Problem with umlaut in exported project ZIP
Describe the bug
Importing an export fails with the following error:
Error importing project: NullPointerException: Source document must be specified
We are trying to export from one Inception instance and import into a clean newly deployed second instance but it unfortunately fails.
Both instances have the same version deployed but the old one used HSQLDB while the new one uses MariaDB.
To Reproduce
Use the webinterface to export a project in one instance, use the webinterface to import it in the other instance.
Expected behavior Expected the export/import over the webinterface to work.
Screenshots No screenshots, but a stacktrace:
And this is the docker compose file we used to set up inception:
networks:
web:
external: true
inception-net:
services:
db:
image: "mariadb:10.7"
environment:
- MYSQL_RANDOM_ROOT_PASSWORD=yes
- MYSQL_DATABASE=inception
- MYSQL_USER=${DBUSER:-inception}
- MYSQL_PORT=3306
- MYSQL_PASSWORD=${DBPASSWORD:-ADIFFERENTPASSWORDOFCOURSE}
volumes:
- /inception/data/inception/db-data:/var/lib/mysql
command: ["--character-set-server=utf8mb4", "--collation-server=utf8mb4_bin"]
healthcheck:
test: ["CMD", "mysqladmin" ,"ping", "-h", "localhost", "-p${DBPASSWORD:-ADIFFERENTPASSWORDOFCOURSE}", "-u${DBUSER:-inception}"]
interval: 20s
timeout: 10s
retries: 10
networks:
inception-net:
app:
image: "${INCEPTION_IMAGE:-ghcr.io/inception-project/inception}:${INCEPTION_VERSION:-29.9}"
environment:
- INCEPTION_DB_DIALECT=org.hibernate.dialect.MariaDB103Dialect
- INCEPTION_DB_DRIVER=org.mariadb.jdbc.Driver
- INCEPTION_DB_URL=jdbc:mariadb://db:3306/inception?useSSL=false&useUnicode=true&characterEncoding=UTF-8
- INCEPTION_DB_USERNAME=${DBUSER:-inception}
- INCEPTION_DB_PASSWORD=${DBPASSWORD:-ADIFFERENTPASSWORDOFCOURSE}
- JAVA_OPTS=-Dspring.jpa.properties.hibernate.dialect.storage_engine=innodb
volumes:
- /inception/data/inception/app-data:/export
depends_on:
db:
condition: service_healthy
restart: unless-stopped
labels:
- traefik.enable=true
- traefik.http.routers.inception.entryPoints=websecure # entrypoint
- traefik.http.routers.inception.rule=Host(`myurl`) # host
- traefik.http.routers.inception.service=inception # service to target
- traefik.http.routers.inception.tls=true # use tls
- traefik.http.routers.inception.tls.certResolver=lets-encrypt
- traefik.http.services.inception.loadbalancer.server.port=8080
- traefik.http.services.inception.loadbalancer.passhostheader=true
networks:
web:
inception-net:
Please complete the following information:
- Version and build ID: INCEpTION -- 29.0 (2023-08-08 14:34:53, build 86d5bbd2)
- OS: Linux
- Browser: Firefox
I was able to copy the /export folder from the old instance. Now I'm trying to write a script that accesses the HSQLDB and then ports the data into the MariaDB.. hacky but may work.
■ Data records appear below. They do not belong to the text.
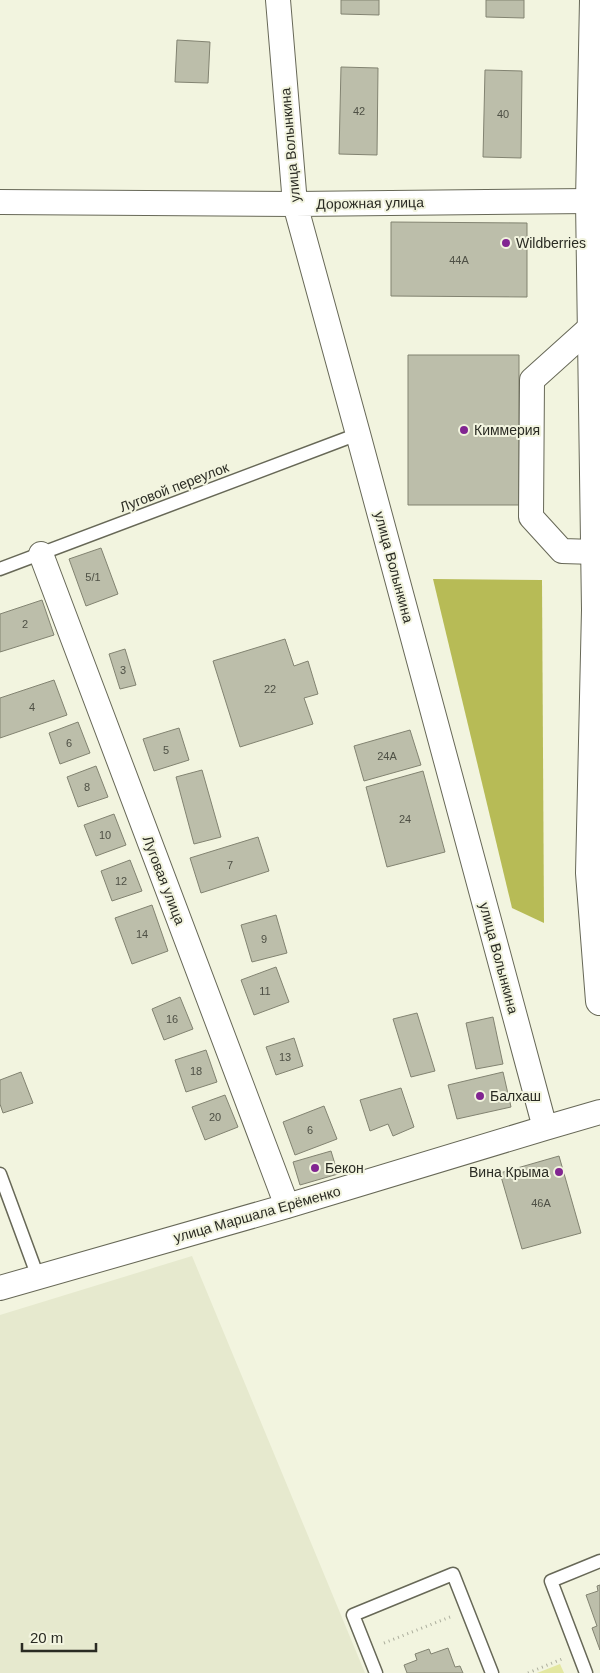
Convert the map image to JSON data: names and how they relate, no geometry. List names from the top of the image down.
{
  "streets": {
    "street": [
      "улица Волынкина",
      "Дорожная улица",
      "Луговая улица",
      "улица Маршала Ерёменко"
    ],
    "lane": ["Луговой переулок"]
  },
  "crossings": [
    ["улица Волынкина", "Дорожная улица"],
    ["улица Волынкина", "Луговой переулок"],
    ["улица Волынкина", "улица Маршала Ерёменко"],
    ["Луговой переулок", "Луговая улица"],
    ["Луговая улица", "улица Маршала Ерёменко"]
  ],
  "places": [
    "Wildberries",
    "Киммерия",
    "Балхаш",
    "Бекон",
    "Вина Крыма"
  ],
  "house_numbers": [
    "42",
    "40",
    "44А",
    "5/1",
    "2",
    "3",
    "22",
    "4",
    "6",
    "5",
    "24А",
    "8",
    "24",
    "10",
    "7",
    "12",
    "14",
    "9",
    "11",
    "16",
    "13",
    "18",
    "20",
    "6",
    "46А"
  ],
  "scale_bar": "20 m"
}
I think better go the way of exporting the projects and importing them again.
Now regarding your problem:
Please unzip the exported project file that is giving you problems.
Please check the folder source from the ZIP. For every file inside that folder, there should be an entry in the source_documents section of the exportedprojectXXXX .json file that is also in the ZIP.
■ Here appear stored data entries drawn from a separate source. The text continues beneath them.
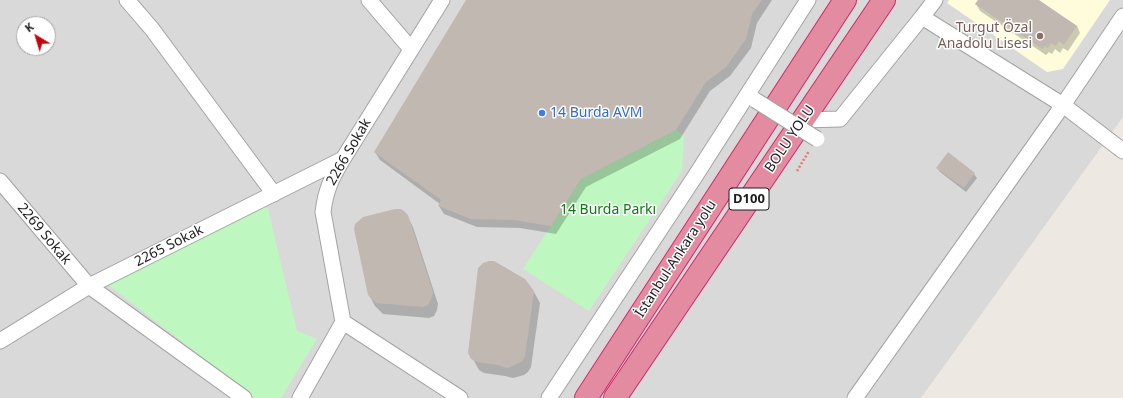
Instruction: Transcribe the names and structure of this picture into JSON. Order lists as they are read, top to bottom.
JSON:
{
  "streets": {
    "highway": ["BOLU YOLU", "D100", "İstanbul-Ankara yolu"],
    "street": ["2266 Sokak", "2269 Sokak", "2265 Sokak"]
  },
  "crossings": [
    ["2266 Sokak", "2265 Sokak"],
    ["2269 Sokak", "2265 Sokak"]
  ],
  "parks": ["14 Burda Parkı"],
  "places": ["Turgut Özal Anadolu Lisesi", "14 Burda AVM"],
  "north": "top left"
}
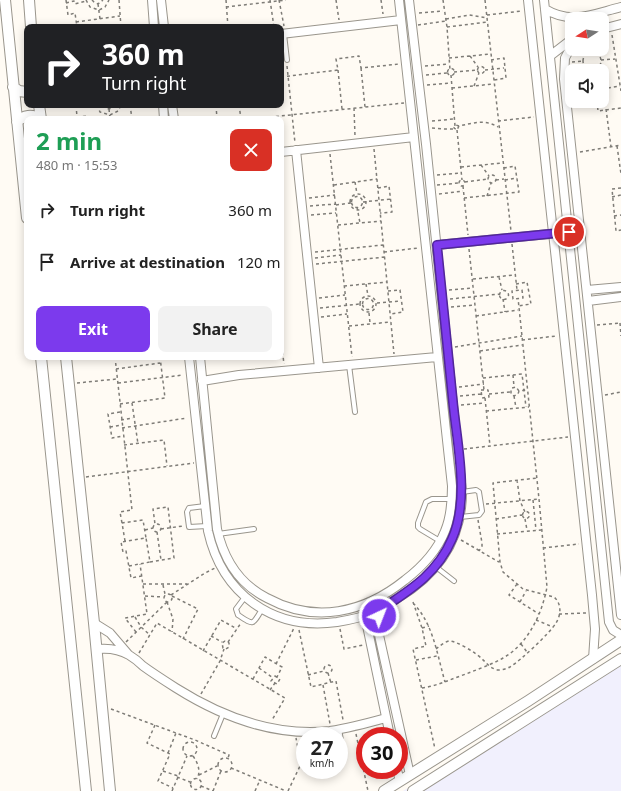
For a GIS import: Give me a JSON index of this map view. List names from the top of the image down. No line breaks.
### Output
{"north":"left","page":{"turn":["360 m","Turn right"],"heading":["2 min","480 m · 15:53"],"list":[{"name":"Turn right","value":"360 m"},{"name":"Arrive at destination","value":"120 m"}],"buttons":["Exit","Share"],"speed":"27 km/h","limit":"30"}}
I would guess that the error occurs because there is some kind of mismatch between the folder content and the JSON file content...
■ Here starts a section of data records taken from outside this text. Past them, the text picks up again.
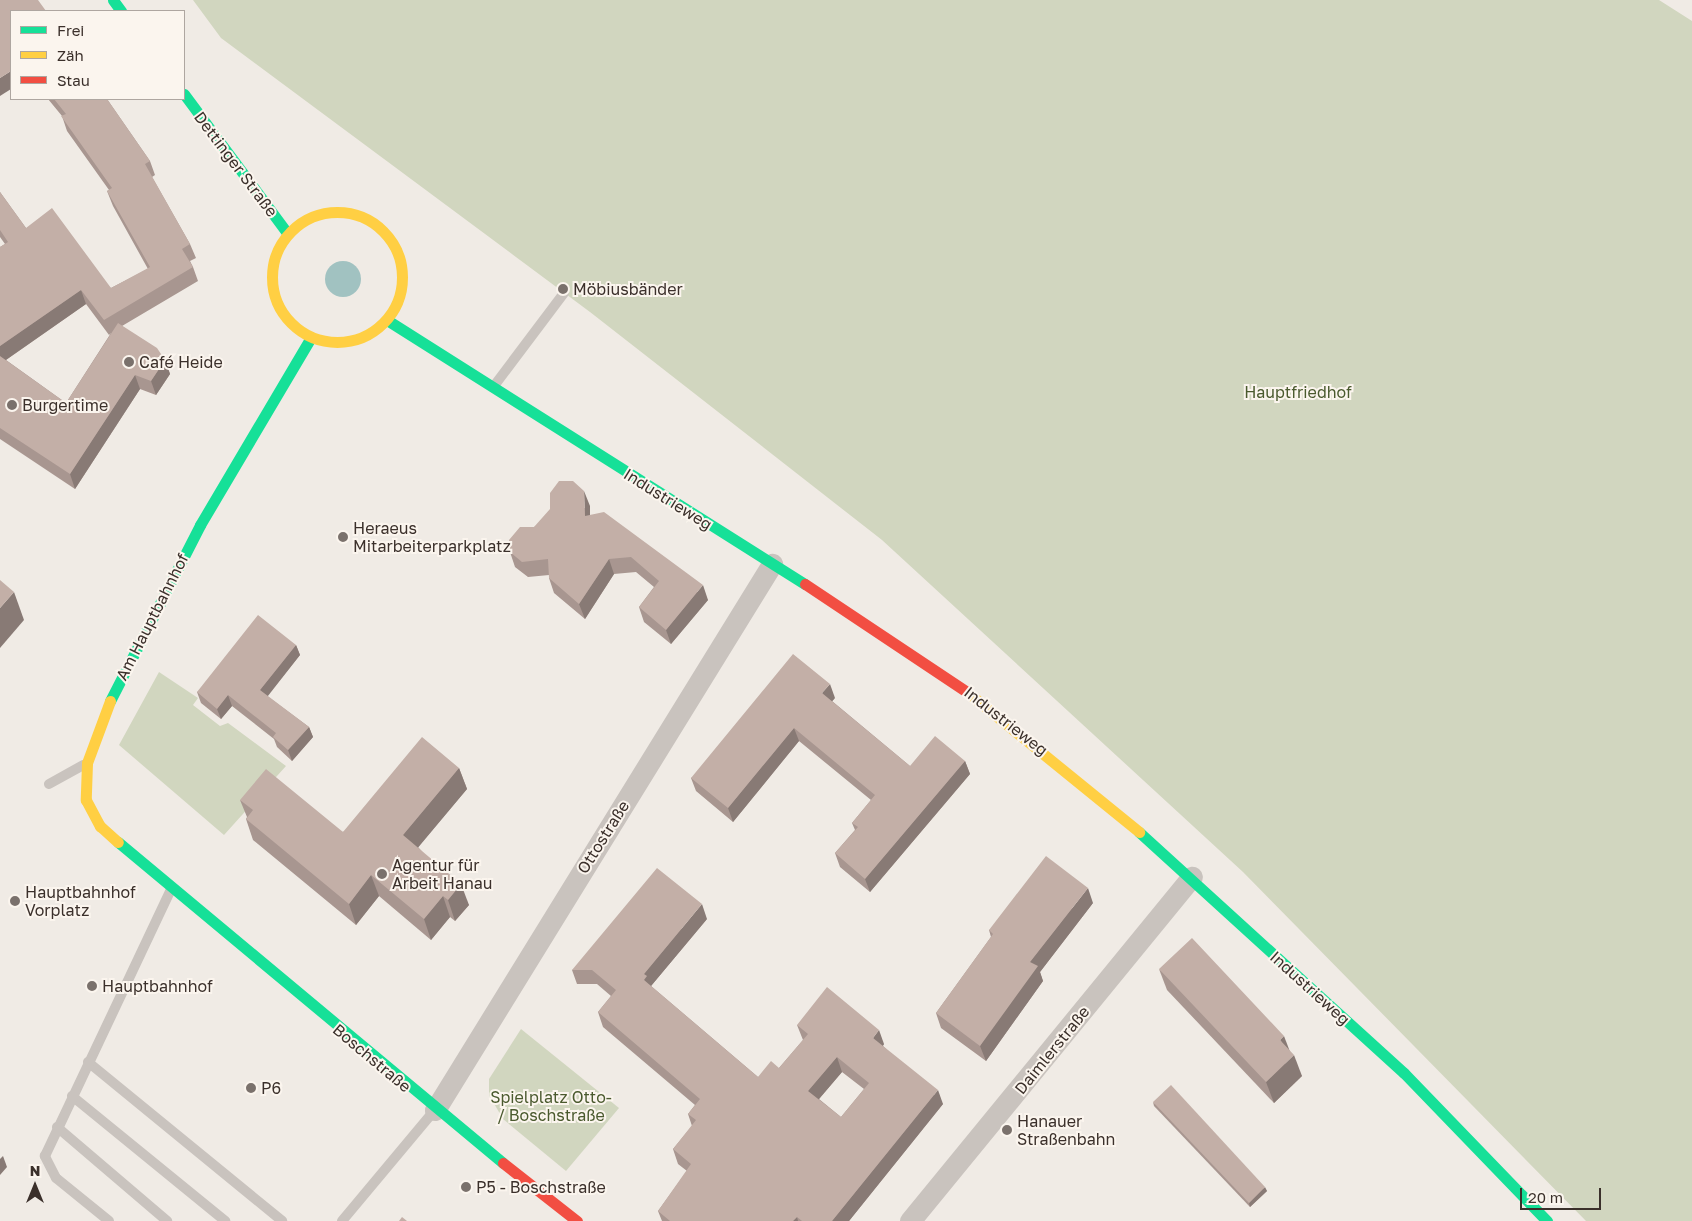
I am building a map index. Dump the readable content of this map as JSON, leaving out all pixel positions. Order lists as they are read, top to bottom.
{
  "streets": {
    "street": [
      "Dettinger Straße",
      "Industrieweg",
      "Am Hauptbahnhof",
      "Ottostraße",
      "Daimlerstraße",
      "Boschstraße"
    ]
  },
  "crossings": [
    ["Dettinger Straße", "Industrieweg"],
    ["Dettinger Straße", "Am Hauptbahnhof"],
    ["Industrieweg", "Am Hauptbahnhof"],
    ["Industrieweg", "Ottostraße"],
    ["Industrieweg", "Daimlerstraße"],
    ["Am Hauptbahnhof", "Boschstraße"],
    ["Ottostraße", "Boschstraße"]
  ],
  "parks": ["Hauptfriedhof", "Spielplatz Otto- / Boschstraße"],
  "places": [
    "Möbiusbänder",
    "Café Heide",
    "Burgertime",
    "Heraeus Mitarbeiterparkplatz",
    "Agentur für Arbeit Hanau",
    "Hauptbahnhof Vorplatz",
    "Hauptbahnhof",
    "P6",
    "Hanauer Straßenbahn",
    "P5 - Boschstraße"
  ],
  "legend": ["Frei", "Zäh", "Stau"],
  "scale_bar": "20 m",
  "north": "top"
}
Okay, I tested this with the following command:
diff <(ls -1 source/ | sort) <(jq -r '.source_documents[].name' < exportedproject.json | sort)
This diff showed me entries like this:
19c19
< f├╝r jetzt.pdf
---
> für jetzt.pdf
This looks like an encoding issue with the file names in the source directory when it comes to umlauts. For all the other files there are no differences.
What I noticed is that during the import, the directories corresponding to the IDs in the table in the database got created but no documents were actually uploaded. I initially thought it may be a permissions issue with the docker volume mount but that doesn't seem to be the case...
The code is written so the directories get created first... don't ask why, I have no idea :) In the beginning, there were directories I guess.
So where is the umlaut broken? In the filename or in the JSON?
In the filename.
Ok. Please try renaming the file inside the ZIP and then try to import again. Best do this with a tool that does not require you to extract the ZIP file. If you need to extract the ZIP file, make sure that you do not accidentally introduce a top-level folder in the new ZIP when re-compressing.